> _DATA RECORDS_
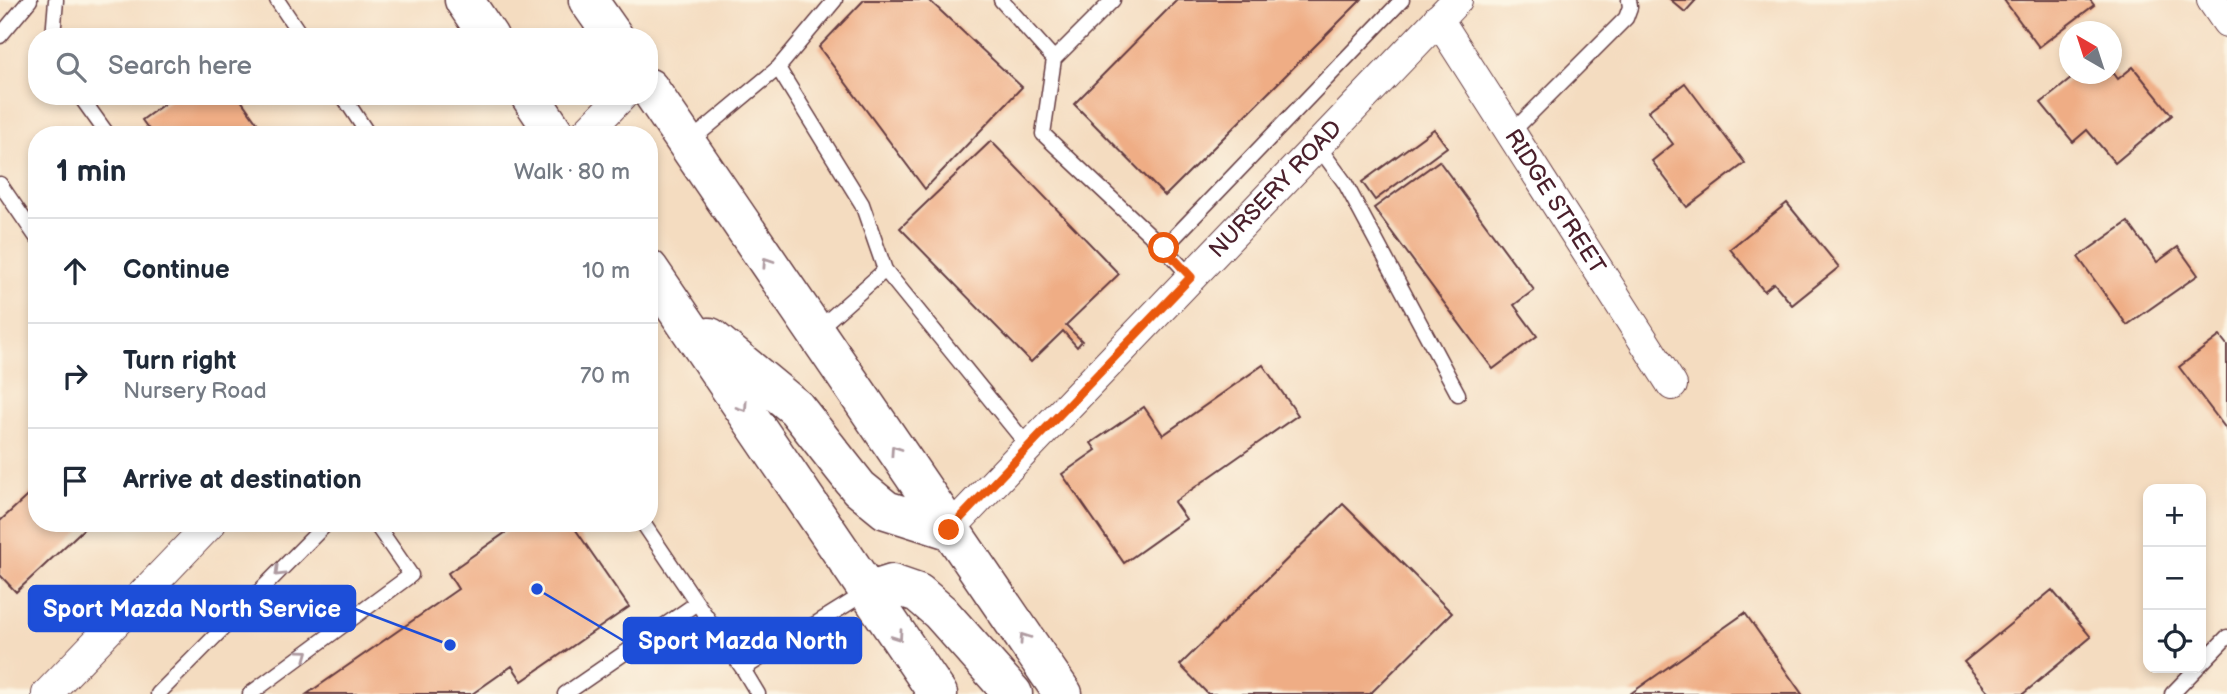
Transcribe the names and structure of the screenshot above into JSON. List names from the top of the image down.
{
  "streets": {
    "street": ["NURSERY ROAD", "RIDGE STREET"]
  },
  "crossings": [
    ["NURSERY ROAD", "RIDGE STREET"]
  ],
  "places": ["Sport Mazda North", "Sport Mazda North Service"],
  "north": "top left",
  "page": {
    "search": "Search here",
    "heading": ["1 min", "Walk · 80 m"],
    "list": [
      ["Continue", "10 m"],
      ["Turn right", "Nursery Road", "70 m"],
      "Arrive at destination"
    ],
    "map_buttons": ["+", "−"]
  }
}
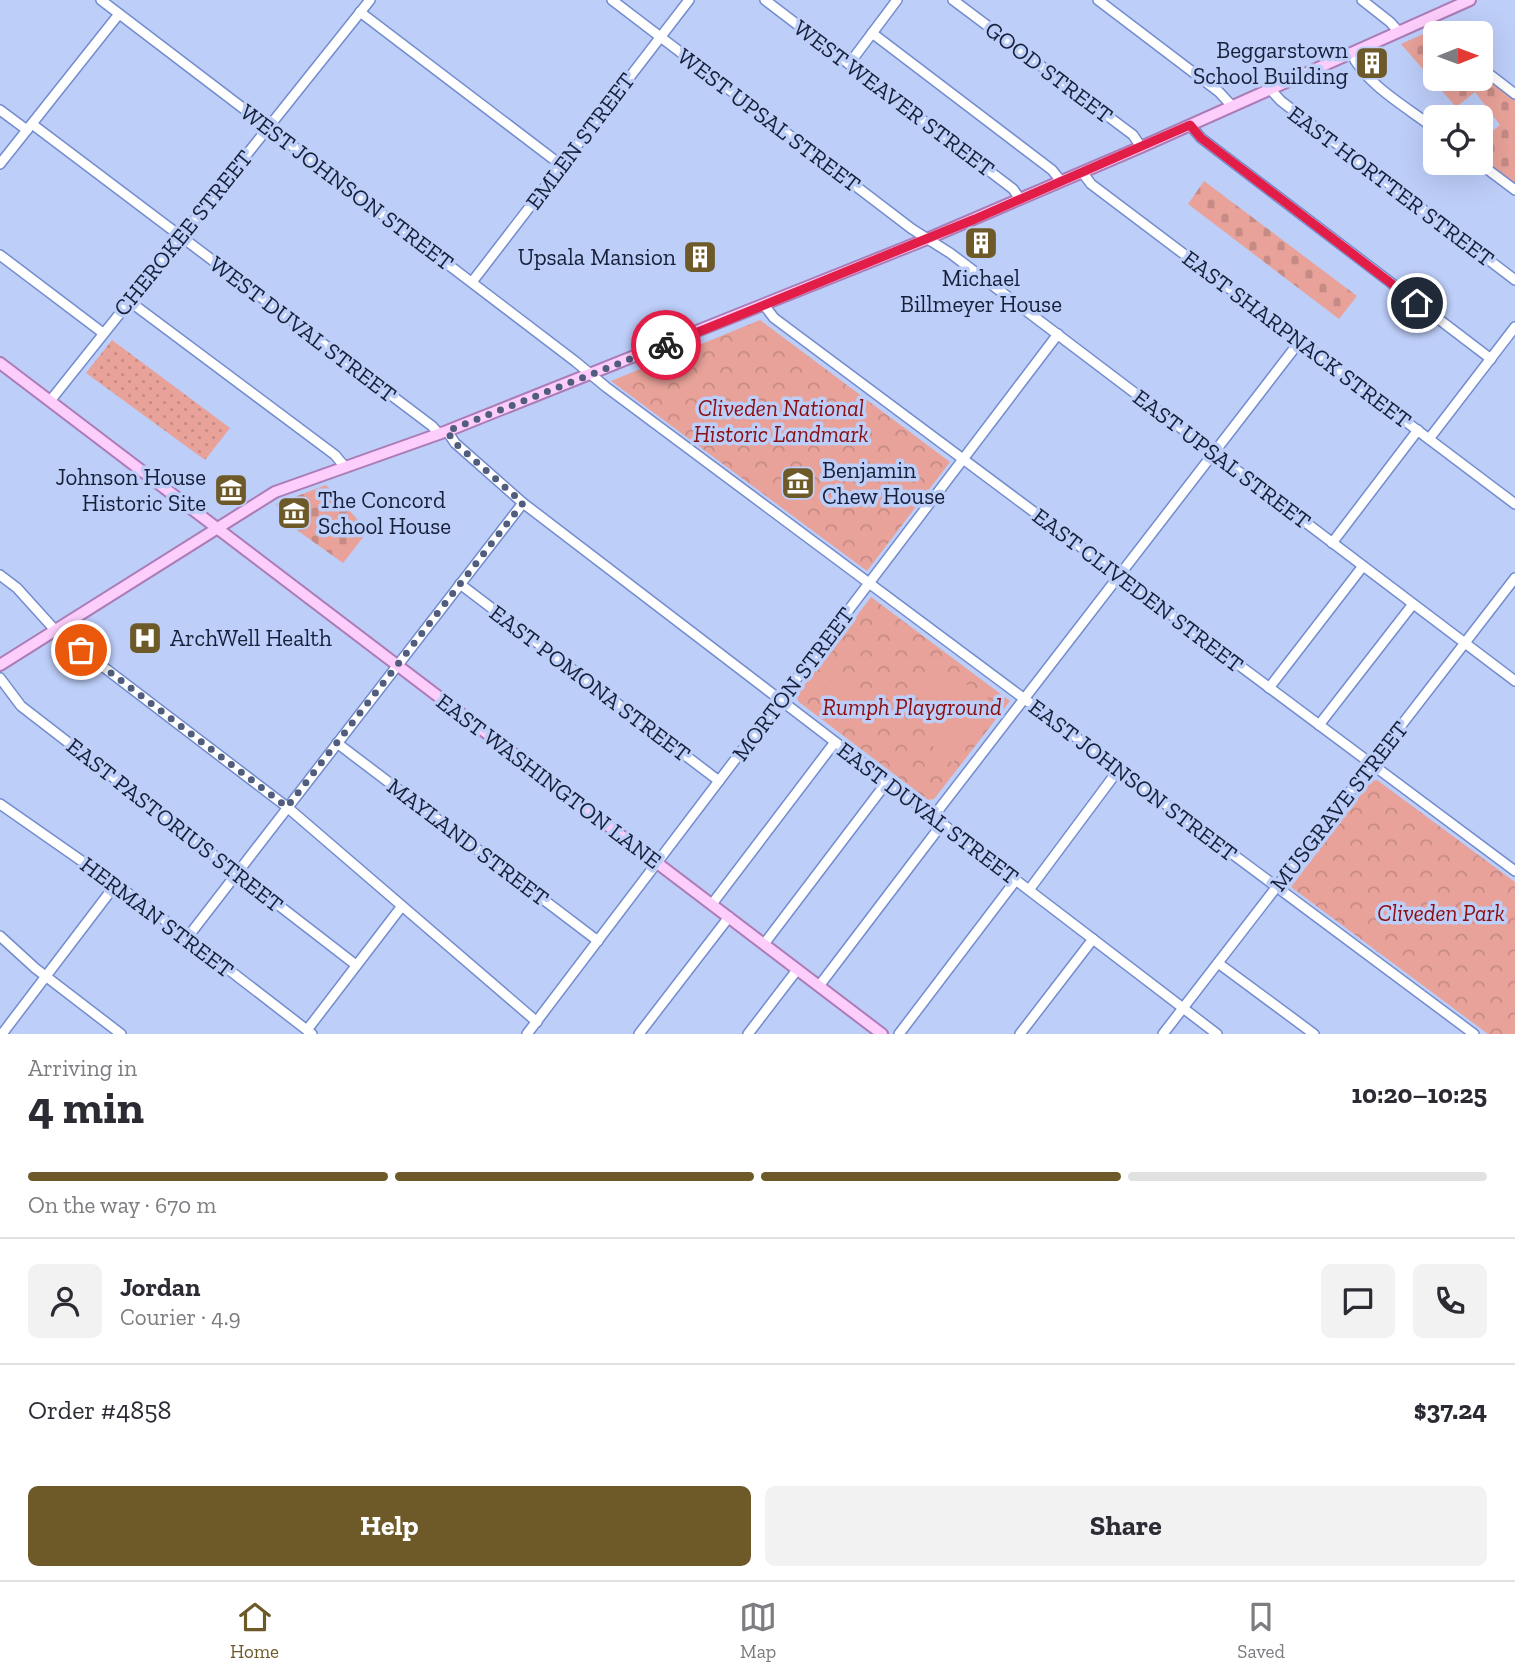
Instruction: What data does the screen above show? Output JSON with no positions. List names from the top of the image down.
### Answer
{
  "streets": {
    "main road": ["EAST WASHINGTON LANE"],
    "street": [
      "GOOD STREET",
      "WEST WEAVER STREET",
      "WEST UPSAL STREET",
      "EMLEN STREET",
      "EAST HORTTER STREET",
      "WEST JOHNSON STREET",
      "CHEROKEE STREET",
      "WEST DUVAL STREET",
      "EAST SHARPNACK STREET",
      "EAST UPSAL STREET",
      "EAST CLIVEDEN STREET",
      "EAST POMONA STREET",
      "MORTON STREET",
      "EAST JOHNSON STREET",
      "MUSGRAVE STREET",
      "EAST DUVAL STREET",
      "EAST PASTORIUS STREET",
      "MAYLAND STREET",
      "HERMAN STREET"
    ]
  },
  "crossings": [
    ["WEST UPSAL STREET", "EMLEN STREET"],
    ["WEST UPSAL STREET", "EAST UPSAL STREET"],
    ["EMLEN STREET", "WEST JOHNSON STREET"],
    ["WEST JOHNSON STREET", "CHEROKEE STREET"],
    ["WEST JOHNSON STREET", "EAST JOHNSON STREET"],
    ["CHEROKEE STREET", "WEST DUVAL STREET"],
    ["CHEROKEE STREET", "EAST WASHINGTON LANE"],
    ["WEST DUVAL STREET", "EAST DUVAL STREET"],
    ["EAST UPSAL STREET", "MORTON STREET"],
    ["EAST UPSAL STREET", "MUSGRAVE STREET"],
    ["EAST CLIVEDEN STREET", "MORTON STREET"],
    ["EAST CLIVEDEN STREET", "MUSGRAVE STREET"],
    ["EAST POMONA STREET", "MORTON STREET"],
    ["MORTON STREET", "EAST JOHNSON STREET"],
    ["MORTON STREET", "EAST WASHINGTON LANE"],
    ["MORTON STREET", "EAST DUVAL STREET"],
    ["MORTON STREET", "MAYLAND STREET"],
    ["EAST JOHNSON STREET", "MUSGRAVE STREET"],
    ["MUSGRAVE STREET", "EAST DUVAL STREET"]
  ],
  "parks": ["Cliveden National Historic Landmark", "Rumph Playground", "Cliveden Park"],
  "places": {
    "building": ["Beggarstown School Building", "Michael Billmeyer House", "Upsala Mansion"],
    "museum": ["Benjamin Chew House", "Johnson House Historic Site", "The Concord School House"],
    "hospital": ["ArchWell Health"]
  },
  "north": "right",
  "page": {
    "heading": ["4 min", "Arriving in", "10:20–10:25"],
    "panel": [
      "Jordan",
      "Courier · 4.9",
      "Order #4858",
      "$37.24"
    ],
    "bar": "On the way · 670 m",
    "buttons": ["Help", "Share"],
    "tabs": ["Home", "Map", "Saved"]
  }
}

> _WORK TASK_
Copy every line of the material above in which the string "LANE" can be found.

> _RESPONSE BELOW_
    "main road": ["EAST WASHINGTON LANE"],
    ["CHEROKEE STREET", "EAST WASHINGTON LANE"],
    ["MORTON STREET", "EAST WASHINGTON LANE"],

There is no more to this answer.